There are many parameters to a crossover and frequency is just one of them. Had -Hitman- said crossover point or frequency, I would not have tried to be so explicit.


----------



## Jungle Jack (Jul 28, 2009)

Kal Rubinson said:


> There are many parameters to a crossover and frequency is just one of them. Had -Hitman- said crossover point or frequency, I would not have tried to be so explicit.


Indeed. Personally, I would use an 80hz XO for all channels and make sure to change the LPF of LFE from 80hz to 120hz.


----------



## asere (Dec 7, 2011)

Jungle Jack said:


> Indeed.

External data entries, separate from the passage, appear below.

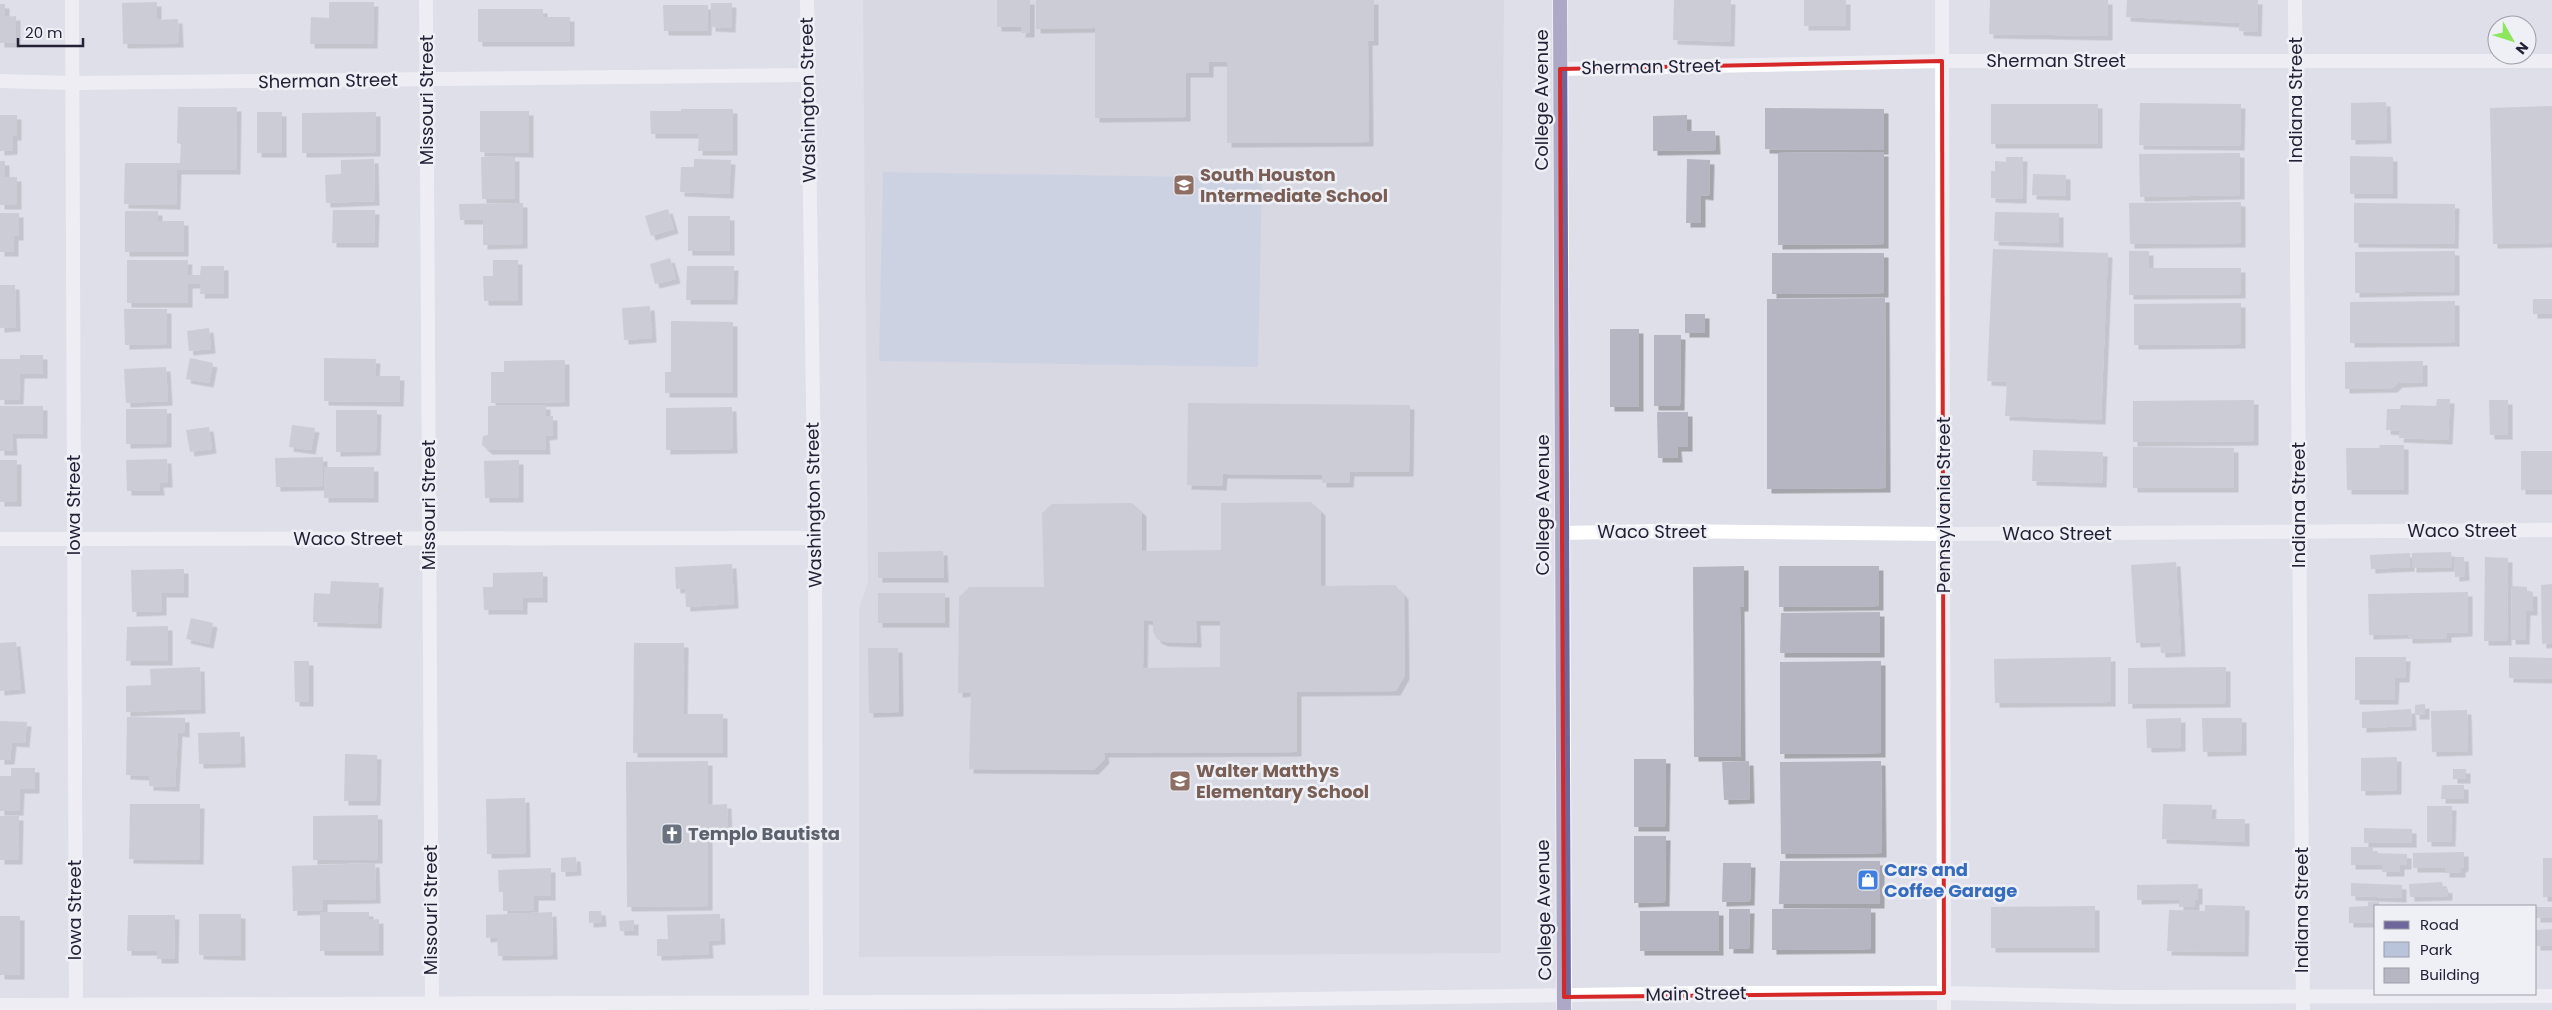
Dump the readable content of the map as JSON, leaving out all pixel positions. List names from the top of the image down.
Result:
{
  "streets": {
    "main road": ["College Avenue"],
    "street": [
      "Sherman Street",
      "Missouri Street",
      "Washington Street",
      "Indiana Street",
      "Iowa Street",
      "Pennsylvania Street",
      "Waco Street",
      "Main Street"
    ]
  },
  "crossings": [
    ["Sherman Street", "Missouri Street"],
    ["Sherman Street", "Washington Street"],
    ["Sherman Street", "College Avenue"],
    ["Sherman Street", "Indiana Street"],
    ["Sherman Street", "Iowa Street"],
    ["Sherman Street", "Pennsylvania Street"],
    ["Missouri Street", "Waco Street"],
    ["Missouri Street", "Main Street"],
    ["Washington Street", "Waco Street"],
    ["Washington Street", "Main Street"],
    ["College Avenue", "Waco Street"],
    ["College Avenue", "Main Street"],
    ["Indiana Street", "Waco Street"],
    ["Indiana Street", "Main Street"],
    ["Iowa Street", "Waco Street"],
    ["Iowa Street", "Main Street"],
    ["Pennsylvania Street", "Waco Street"],
    ["Pennsylvania Street", "Main Street"]
  ],
  "places": {
    "school or university": ["South Houston Intermediate School", "Walter Matthys Elementary School"],
    "church": ["Templo Bautista"],
    "shop": ["Cars and Coffee Garage"]
  },
  "legend": ["Road", "Park", "Building"],
  "scale_bar": "20 m",
  "north": "bottom right"
}
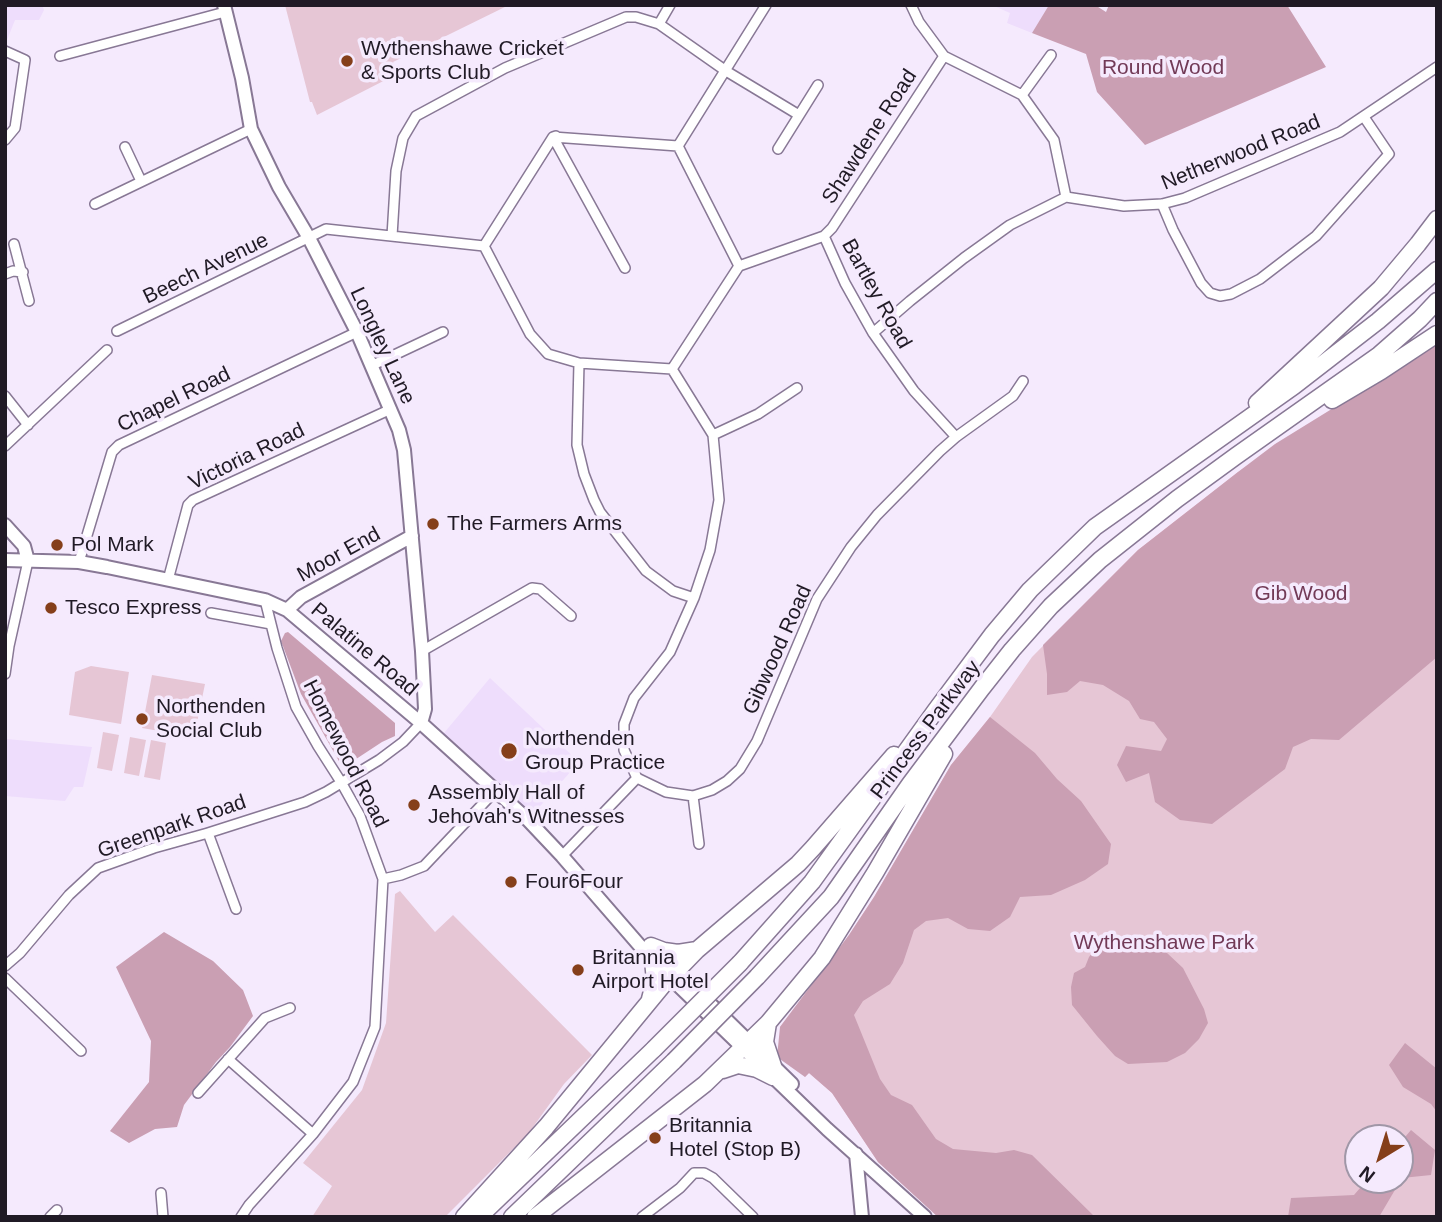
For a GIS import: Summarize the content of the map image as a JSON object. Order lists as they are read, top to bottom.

Personally, I would use an 80hz XO for all channels and make sure to change the LPF of LFE from 80hz to 120hz.


So in my case changing the 120 left, right main from 120 to 80 is better?


----------



## Jungle Jack (Jul 28, 2009)

asere said:


> So in my case changing the 120 left, right main from 120 to 80 is better?


I am sorry as I must have not made it clear. The LPF of LFE is separate from the speaker crossover settings.
You will see it under Speaker Configuration. I would use 80hz as the crossover for all channels.


----------



## asere (Dec 7, 2011)

Jungle Jack said:


> I am sorry as I must have not made it clear. The LPF of LFE is separate from the speaker crossover settings.
> You will see it under Speaker Configuration. I would use 80hz as the crossover for all channels.


What about the Audyssey filters? Lowering the speaker crossovers the filters will have a gap.


----------



## Jungle Jack (Jul 28, 2009)

asere said:


> What about the Audyssey filters? Lowering the speaker crossovers the filters will have a gap.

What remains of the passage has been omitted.